If these numbers shock you, they should. But the big bailout is coming. The only question is how well it will be managed.
As I said, the important thing is to bail out the system, not the people who got us into this mess. That means cleaning out the shareholders in failed institutions, making bondholders take a haircut, and canceling the stock options of executives who got rich playing heads I win, tails you lose.
In his NYT blog, he also notes that when one looks at financial meltdowns, the Swedes handled it best, with the handling of their financial problems in the early 1990s”.
He points us to Justin Fox of Time, who in turn quotes Merrill Lynch Economist David Rosenberg from his “morning call notes” (sorry, can’t find a link, any hints?):
The Japanese credit crisis is usually cited as the benchmark for what not to do. But few cite Sweden’s crisis as a template on what might actually work. … the Swedish authorities realized early on that a banking crisis cannot be resolved until the problem is properly defined. That means assessing who the “bad” and “good” houses of issues are and be willing to allow the “bad houses” to fail (as an aside, “good houses” do not necessarily imply “big” houses).
… Sweden established a Bank Support Authority to undertake “reality testing” on the loan books of Sweden’s largest banks and had a “board of valuation” experts go in and value the assets on the books of all the lenders.
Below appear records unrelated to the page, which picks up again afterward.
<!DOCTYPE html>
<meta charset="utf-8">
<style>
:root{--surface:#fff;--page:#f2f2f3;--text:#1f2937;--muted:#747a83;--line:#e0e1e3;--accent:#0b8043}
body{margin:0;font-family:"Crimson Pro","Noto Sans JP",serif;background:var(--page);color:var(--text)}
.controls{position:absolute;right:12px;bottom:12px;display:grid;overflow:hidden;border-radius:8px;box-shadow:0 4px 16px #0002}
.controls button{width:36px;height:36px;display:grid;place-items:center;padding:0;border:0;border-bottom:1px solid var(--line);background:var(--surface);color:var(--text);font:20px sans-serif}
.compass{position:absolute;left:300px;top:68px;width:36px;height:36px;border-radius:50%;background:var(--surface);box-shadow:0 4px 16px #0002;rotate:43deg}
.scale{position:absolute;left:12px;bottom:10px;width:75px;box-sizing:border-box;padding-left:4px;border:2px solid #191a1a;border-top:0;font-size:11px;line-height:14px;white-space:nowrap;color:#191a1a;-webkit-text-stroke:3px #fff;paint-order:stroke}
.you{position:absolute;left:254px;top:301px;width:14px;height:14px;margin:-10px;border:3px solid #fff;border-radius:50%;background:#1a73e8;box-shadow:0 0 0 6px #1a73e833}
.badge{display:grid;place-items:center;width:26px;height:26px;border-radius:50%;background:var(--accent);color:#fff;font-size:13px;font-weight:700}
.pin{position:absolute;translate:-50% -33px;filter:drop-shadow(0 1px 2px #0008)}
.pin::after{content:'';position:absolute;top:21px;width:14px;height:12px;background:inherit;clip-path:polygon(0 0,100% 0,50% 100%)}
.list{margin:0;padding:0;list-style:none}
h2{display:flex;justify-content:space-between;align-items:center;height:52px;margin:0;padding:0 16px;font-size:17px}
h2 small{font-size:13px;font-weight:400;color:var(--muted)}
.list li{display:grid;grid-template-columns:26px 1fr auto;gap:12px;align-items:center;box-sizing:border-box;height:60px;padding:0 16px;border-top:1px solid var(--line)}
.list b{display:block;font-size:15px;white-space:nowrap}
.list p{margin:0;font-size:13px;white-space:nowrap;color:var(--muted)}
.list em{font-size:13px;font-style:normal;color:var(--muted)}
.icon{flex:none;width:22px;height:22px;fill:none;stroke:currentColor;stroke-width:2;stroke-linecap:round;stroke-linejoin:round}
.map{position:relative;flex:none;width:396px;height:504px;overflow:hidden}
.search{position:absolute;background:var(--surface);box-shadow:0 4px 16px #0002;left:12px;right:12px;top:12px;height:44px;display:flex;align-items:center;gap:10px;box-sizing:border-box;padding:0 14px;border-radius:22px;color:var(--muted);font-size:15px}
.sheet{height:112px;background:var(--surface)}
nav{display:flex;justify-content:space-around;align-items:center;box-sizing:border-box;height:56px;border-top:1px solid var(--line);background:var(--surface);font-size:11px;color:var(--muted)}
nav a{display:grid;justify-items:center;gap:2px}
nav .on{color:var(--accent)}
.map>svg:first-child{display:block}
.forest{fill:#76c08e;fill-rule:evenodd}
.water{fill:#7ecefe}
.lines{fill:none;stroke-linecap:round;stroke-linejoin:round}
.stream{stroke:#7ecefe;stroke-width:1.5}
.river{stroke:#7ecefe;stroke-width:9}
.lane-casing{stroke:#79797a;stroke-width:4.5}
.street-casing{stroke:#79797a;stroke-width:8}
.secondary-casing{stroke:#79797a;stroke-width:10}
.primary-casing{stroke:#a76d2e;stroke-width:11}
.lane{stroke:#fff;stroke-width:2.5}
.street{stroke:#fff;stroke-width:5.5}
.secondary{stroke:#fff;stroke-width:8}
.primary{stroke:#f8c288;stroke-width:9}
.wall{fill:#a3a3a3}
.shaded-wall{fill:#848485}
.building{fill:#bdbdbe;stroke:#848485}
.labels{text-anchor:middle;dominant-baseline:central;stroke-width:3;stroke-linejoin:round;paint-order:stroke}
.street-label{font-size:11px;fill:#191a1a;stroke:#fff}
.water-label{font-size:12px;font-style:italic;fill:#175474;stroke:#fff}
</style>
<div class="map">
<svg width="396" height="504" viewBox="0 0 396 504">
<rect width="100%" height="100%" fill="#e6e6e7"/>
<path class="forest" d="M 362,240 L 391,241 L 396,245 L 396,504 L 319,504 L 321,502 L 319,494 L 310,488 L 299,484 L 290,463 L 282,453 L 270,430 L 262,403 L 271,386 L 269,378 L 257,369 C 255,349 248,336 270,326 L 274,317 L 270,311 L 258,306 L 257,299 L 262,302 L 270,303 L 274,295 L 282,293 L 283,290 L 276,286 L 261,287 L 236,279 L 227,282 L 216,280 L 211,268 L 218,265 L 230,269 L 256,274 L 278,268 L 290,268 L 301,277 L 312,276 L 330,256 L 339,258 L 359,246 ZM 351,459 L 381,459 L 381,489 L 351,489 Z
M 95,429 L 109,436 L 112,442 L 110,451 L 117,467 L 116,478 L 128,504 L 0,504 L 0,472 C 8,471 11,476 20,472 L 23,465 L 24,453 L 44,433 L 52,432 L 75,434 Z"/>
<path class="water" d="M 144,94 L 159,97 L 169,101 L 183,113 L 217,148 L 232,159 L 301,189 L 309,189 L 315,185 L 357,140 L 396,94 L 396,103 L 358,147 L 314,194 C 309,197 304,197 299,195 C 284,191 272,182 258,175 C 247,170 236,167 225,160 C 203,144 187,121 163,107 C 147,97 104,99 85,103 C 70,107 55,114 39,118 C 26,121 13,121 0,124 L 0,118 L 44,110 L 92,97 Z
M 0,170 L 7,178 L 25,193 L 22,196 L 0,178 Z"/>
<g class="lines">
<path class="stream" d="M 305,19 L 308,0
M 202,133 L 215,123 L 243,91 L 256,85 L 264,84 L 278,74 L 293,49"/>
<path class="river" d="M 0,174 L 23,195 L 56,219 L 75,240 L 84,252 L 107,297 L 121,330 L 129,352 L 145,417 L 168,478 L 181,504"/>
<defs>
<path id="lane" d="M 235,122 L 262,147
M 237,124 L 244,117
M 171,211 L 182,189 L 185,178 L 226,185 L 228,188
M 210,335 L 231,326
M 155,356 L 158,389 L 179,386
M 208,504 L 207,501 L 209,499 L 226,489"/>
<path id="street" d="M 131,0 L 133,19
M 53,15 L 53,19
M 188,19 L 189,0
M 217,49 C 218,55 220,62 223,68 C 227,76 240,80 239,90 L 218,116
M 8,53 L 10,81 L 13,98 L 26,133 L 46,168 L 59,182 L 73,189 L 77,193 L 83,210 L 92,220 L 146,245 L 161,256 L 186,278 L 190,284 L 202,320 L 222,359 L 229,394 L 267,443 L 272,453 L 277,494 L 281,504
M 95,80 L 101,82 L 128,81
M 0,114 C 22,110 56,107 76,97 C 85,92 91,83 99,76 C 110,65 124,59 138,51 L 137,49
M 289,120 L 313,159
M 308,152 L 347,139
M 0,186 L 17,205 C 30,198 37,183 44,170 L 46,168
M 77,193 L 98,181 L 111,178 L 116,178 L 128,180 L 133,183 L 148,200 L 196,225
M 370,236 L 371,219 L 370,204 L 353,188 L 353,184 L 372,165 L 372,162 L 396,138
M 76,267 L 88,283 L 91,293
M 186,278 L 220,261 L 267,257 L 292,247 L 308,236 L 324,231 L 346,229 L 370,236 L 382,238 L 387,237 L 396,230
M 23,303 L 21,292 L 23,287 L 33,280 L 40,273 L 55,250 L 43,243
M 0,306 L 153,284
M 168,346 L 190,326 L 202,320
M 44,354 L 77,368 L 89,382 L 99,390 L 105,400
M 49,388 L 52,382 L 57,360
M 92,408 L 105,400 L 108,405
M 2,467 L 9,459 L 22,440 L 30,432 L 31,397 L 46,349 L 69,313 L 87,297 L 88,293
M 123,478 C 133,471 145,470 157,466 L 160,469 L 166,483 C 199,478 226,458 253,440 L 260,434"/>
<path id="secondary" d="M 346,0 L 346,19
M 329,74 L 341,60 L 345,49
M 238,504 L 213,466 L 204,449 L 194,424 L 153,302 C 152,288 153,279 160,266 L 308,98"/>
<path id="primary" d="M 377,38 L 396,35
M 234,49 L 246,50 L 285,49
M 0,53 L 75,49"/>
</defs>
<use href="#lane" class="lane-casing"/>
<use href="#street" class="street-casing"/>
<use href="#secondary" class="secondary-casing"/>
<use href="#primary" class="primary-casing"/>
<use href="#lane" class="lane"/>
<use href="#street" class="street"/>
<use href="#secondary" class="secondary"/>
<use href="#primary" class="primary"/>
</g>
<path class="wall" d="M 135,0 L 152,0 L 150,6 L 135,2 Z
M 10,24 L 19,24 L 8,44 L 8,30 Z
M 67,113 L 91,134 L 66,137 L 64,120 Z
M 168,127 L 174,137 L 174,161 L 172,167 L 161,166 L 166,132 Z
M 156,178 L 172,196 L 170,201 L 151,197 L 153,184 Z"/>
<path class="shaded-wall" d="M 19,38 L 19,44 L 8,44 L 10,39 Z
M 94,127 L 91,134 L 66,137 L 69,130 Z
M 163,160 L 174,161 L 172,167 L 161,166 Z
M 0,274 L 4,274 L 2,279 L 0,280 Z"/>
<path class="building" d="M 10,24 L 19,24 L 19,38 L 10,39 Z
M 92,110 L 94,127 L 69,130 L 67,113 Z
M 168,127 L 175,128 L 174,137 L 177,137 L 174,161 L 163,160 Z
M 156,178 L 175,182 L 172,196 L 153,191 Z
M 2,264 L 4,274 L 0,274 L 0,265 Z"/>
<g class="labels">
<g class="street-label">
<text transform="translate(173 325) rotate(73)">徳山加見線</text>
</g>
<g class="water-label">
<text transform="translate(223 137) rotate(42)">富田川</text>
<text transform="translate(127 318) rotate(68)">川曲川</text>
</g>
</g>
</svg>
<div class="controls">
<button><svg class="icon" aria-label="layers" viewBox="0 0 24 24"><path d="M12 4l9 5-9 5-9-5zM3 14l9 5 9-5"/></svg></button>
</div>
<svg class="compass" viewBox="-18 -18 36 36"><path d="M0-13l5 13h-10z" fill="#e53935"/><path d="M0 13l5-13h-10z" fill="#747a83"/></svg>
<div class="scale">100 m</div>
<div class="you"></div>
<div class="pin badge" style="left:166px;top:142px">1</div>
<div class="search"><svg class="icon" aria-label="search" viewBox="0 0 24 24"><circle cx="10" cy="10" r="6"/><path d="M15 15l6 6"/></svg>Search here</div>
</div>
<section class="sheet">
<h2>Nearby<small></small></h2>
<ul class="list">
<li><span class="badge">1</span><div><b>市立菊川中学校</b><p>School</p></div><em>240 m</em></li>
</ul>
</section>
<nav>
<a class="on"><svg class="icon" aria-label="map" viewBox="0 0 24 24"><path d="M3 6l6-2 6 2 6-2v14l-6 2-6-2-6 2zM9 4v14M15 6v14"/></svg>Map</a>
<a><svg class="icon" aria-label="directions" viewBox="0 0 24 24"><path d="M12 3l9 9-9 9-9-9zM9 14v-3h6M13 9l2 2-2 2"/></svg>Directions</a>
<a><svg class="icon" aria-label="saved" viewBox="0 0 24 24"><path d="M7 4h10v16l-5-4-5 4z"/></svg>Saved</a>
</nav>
Call it invasive if you will, but then again, the government was doing the work that market players could not or would not do – value the collateral and do it quickly. This is similar to what Barney Frank is proposing in the US mortgage sector today. …
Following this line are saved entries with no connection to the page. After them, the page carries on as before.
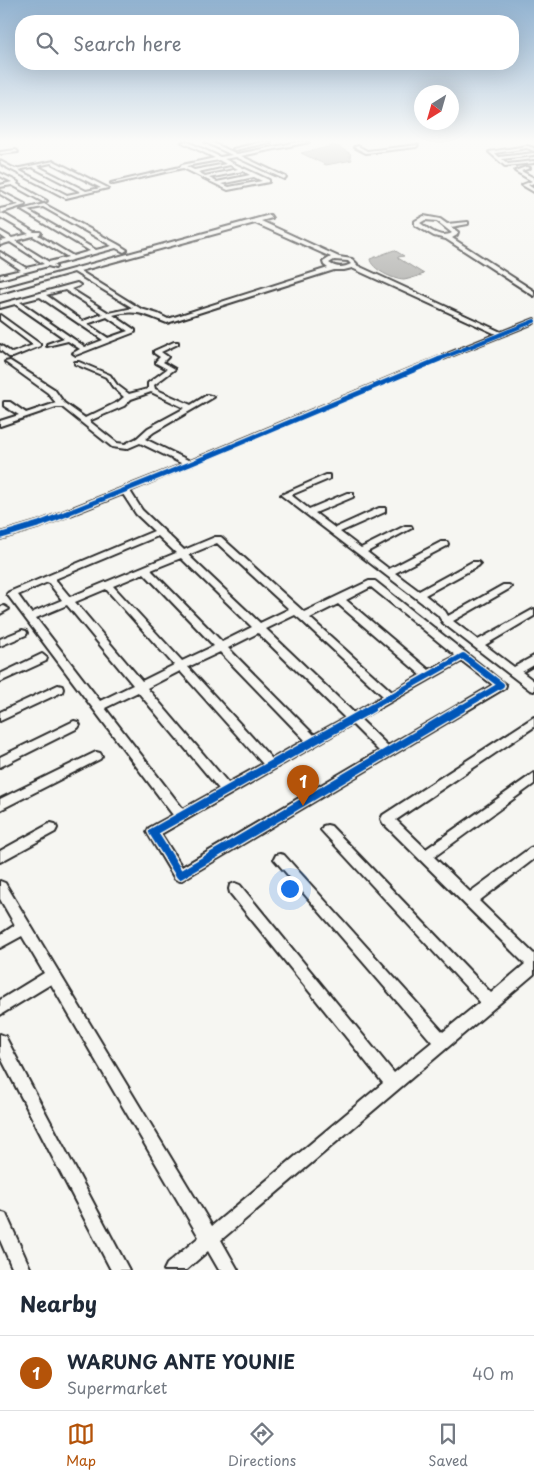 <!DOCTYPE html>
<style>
:root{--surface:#fff;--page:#f2f2f3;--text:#1f2937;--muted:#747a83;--line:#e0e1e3;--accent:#b45309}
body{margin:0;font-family:"Playpen Sans",sans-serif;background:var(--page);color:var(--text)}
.compass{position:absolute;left:414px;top:85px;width:45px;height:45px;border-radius:50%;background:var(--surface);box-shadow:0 5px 20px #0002;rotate:217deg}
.you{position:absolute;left:289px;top:888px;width:18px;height:18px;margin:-12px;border:4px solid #fff;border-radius:50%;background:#1a73e8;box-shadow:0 0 0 8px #1a73e833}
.badge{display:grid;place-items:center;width:32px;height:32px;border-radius:50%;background:var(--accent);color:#fff;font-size:16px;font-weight:700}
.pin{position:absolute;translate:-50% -41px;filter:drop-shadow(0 1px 2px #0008)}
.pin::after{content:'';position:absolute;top:26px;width:18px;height:15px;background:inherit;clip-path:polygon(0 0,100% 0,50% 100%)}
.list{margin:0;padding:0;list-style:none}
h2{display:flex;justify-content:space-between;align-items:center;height:65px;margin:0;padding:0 20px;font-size:21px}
h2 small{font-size:16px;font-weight:400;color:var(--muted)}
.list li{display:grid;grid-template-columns:32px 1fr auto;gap:15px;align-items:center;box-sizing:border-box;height:75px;padding:0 20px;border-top:1px solid var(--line)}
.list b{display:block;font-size:19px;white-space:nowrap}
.list p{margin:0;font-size:16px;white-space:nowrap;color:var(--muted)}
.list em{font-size:16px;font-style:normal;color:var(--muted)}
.icon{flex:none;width:28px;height:28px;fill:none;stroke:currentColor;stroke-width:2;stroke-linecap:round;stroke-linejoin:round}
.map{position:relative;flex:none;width:534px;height:1270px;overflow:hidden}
.search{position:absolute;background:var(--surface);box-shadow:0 5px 20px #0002;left:15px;right:15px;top:15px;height:55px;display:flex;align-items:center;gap:12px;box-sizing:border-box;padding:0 18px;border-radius:20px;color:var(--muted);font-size:19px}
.sheet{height:140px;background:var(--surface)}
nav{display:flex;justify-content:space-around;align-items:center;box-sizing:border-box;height:70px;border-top:1px solid var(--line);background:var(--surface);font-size:14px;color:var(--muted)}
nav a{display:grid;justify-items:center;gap:2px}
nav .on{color:var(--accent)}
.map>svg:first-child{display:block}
.water{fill:#aeaeab;stroke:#7a7a78}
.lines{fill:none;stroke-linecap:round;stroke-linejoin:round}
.street-casing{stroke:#2b2b2b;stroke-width:4}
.street{fill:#f6f6f2;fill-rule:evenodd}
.cycleway-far3-casing{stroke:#f6f6f2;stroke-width:5.5}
.cycleway-far2-casing{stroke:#f6f6f2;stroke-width:8}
.cycleway-far1-casing{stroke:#f6f6f2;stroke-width:9}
.cycleway-casing{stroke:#f6f6f2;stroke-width:11}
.cycleway-far3{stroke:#0057b8;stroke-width:4}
.cycleway-far2{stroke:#0057b8;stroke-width:5}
.cycleway-far1{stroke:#0057b8;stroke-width:6}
.cycleway{stroke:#0057b8;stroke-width:8}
</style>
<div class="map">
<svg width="534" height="1270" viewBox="0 0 534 1270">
<rect width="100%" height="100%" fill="#f6f6f2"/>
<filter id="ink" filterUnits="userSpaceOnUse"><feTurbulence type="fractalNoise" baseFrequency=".02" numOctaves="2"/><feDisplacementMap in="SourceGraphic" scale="10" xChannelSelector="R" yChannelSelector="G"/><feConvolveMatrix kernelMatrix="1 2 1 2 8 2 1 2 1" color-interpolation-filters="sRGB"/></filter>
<g filter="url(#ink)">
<g class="water">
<path d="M333,146L339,147L351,154L350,156L352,160L326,165L301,153Z"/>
<path d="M394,250L404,256L398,257V258L424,274C418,276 410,279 404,280C394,280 371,269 370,259Z"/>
</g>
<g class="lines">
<defs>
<g id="street">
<path d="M182,142H188L220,157L232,155L205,142H211L237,154L299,142H309L241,156L286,177L284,179L236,157L224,159L269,180V182L228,190L183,168L113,184L111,183L180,167L182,165L215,158ZM219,160L226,164L194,170L186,166ZM230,165L238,169L205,176L198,172ZM243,171L250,175L217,182L209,178ZM254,177L262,181L229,187L221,184Z"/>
<path d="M262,142H271L235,150L233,149Z"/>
<path d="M418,145L416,147L366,153L354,147L358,146L367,151Z"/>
<path d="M527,146L534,148V151L527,148L495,153L499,157L534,153V155L502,159L508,164L534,161V163L505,166L489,152Z"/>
<path d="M16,150L18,152L0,154V152Z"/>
<path d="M0,161L15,169L54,161L108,188L66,198L2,165ZM51,163L101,188L86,191L37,166ZM32,167L81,192L67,195L18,170Z"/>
<path d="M526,167L530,168L521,171L534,178V183L528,185L534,189V192L522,185L532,181L515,171Z"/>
<path d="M0,173L18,182L17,184L47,201L43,202L12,185L0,187V185L12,182L0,176Z"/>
<path d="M0,191L25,204V205L0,213V209L19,205L0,194Z"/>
<path d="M44,204L119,245L127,250L124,252L116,248L53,265L56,267L55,268L48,266L0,279V275L21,270L0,256V252L26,268L44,264L10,242L0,245V241L7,240L0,235V231L12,238L29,234L0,217V213L4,214L34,232H40L41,233L38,235L73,256L90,251L21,210ZM43,207L112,246L96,250L27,210ZM33,236L68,257L49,262L15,241Z"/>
<path d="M270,215L272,218L261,221L339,257L352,259L357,264L356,265L501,332L534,319V323L416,370L130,491L142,510L184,550L215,537H221L304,612L369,581H375L506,685L505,688L180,881L175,879L147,832L149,828L173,815L7,594L9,592L154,531L136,514L123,494L43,526L0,539V533L37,522L183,464L140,443L126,449L112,447L62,407H56L0,426V421L19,415L4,406V402H10L26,413L56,403L48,393L5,362L10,361L54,389L64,403L85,418L118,402L124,397L113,387L106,377L75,364V362H79L110,375L117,385L129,394L148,389V383L167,369L156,363V361L160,357L154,353V351L174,342H178V344L161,352L168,357L163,362L175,369L154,385L155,389L191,405L207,395L214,397L154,432L145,439L190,461L412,368L496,334L352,268L344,270H334L167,323C145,315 138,309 113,315L135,330V332L76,355L73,353L80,349L68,341L47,346V344L64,338L15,304L0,308V304L77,283L80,285L79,286L71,289L109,313L133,308L74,272L0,293V289ZM255,223L331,257L323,262L324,265L328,268L168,319L158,314L141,309L80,271ZM334,260L348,261L351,264C343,268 336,268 329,263ZM65,290L103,314L83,321L46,295ZM40,297L103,340L85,347L20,302ZM107,317L128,331L108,338L87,324ZM151,392L185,408L148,428L137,438L125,444L117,443L89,421L124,406L131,399ZM158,536L176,553L70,597L55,579ZM217,543L289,609L260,623L188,555ZM181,558L252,627L222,642L151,570ZM144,573L214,646L182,661L113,586ZM48,582L62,600L31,613L18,595ZM371,587L456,656L429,670L346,600ZM106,589L174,665L142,681L75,602ZM338,604L421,675L392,692L310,618ZM67,605L133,685L100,701L36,618ZM295,615L300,619L383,696L354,713L266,629ZM258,633L345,718L314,735L228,648ZM220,652L305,740L272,759L188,667ZM462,661L493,685L388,746L360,719ZM180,671L263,764L228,783L147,688ZM138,692L219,789L183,809L105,708ZM352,724L379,751L182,867L161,834Z"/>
<path d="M424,216L440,219L447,224L468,222V224L451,227L458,232L457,235L452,238L534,291V296L446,239L434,236L415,225V221ZM425,220L437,221L452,233C440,239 430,230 420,223Z"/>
<path d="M0,315L40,344V346L13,357H9L0,350V345L12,353L33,345L0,320Z"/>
<path d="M326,475H329V479L291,495L309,509L347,493H353V497L315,513L335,528L379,508H385V512L340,532L361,548L405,526H411L412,528L367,552L389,569L441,542H447L448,544L447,546L395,573L419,591L472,562H478L480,564L478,566L425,595L445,611L448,616L503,585H509L511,587L509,589L453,621L478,640L534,609V616L485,645L514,667L534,656V665L522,672L534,681V691L530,690L443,623L438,615L281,495Z"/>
<path d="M4,606L9,609L0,614V607Z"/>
<path d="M22,630L26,631L27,633L26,635L0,646V639Z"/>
<path d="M42,654L47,658L46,661L0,682V674Z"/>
<path d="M58,685L62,686L63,689L62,692L0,721V712Z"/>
<path d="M534,717V727L396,820L426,849L534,773V784L434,857L470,892L530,848L534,847V859L479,901L534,954V974L221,1240L238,1270H219L208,1251L186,1270H164L167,1264L199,1237L51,984L0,1015V1000L44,973L22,936L0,948V935L15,925L0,899V881L5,883L212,1226L383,1083L230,893L229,889L230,885L235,883L240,885L394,1073L432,1042L274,859L276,855L280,854L284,855L443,1032L480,1002L321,830L323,826L327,825L331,826L491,993L525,964L383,823L381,819L383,815Z"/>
<path d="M74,721L78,722L80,725L78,728L0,767V757Z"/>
<path d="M96,752L100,753L102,756L100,759L0,810V799Z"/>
<path d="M51,823L55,824L57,828L55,832L0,862V851Z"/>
<path d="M0,1034L5,1036L129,1270H111L0,1056Z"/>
<path d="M0,1212L6,1214L31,1270H13L0,1240Z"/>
</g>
</defs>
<use href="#street" class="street-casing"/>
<use href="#street" class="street"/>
<defs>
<path id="cycleway-far3" d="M437,360L534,321"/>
<path id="cycleway-far2" d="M65,514L190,464L440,359"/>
<g id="cycleway-far1">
<path d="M0,536L40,524L68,513"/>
<path d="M369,709L463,656L501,685L460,709"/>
</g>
<path id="cycleway" d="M372,708L153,832L180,875L462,708"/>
</defs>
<use href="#cycleway-far3" class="cycleway-far3-casing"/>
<use href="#cycleway-far2" class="cycleway-far2-casing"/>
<use href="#cycleway-far1" class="cycleway-far1-casing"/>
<use href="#cycleway" class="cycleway-casing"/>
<use href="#cycleway-far3" class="cycleway-far3"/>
<use href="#cycleway-far2" class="cycleway-far2"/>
<use href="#cycleway-far1" class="cycleway-far1"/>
<use href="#cycleway" class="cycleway"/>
</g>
</g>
<linearGradient id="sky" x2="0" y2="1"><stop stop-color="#91b2d0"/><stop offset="0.44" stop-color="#fbfbf9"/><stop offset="1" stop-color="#fbfbf9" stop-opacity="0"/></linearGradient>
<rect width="534" height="320" fill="url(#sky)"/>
</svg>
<svg class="compass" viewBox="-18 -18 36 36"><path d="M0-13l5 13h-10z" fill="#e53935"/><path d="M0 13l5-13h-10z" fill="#747a83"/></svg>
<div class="you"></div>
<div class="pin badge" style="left:303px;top:806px">1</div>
<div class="search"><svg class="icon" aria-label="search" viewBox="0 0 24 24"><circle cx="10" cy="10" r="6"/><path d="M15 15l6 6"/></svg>Search here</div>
</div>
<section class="sheet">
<h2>Nearby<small></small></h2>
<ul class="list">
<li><span class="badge">1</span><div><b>WARUNG ANTE YOUNIE</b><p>Supermarket</p></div><em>40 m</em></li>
</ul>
</section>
<nav>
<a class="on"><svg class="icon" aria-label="map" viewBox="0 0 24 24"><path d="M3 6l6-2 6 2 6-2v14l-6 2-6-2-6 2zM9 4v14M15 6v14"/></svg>Map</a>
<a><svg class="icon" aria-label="directions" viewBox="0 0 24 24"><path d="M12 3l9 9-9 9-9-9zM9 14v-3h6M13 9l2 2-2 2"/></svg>Directions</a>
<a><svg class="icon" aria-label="saved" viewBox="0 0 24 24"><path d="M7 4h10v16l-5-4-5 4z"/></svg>Saved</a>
</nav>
It should also be noted that it was Sweden’s equivalent of the US Treasury, and not the central bank, that played the primary role in this crisis management stage (though the Riksbank maintained an accommodative monetary stance and lowered interest rates right through to December 1993, more than a year after the markets had bottomed). And, it obviously required the heavy hand of government intervention; there are solid grounds for this when there is market failure in the private sector, in this case, insufficient information regarding the quality of financial sector balance sheets. …
I would add that my post on Dean Baker’s proposal of a stock transaction tax, along with my suggestion that it more generally cover financial instruments (here) is both a good way to cover the budget hit and a good way to discourage excessive arbitrage.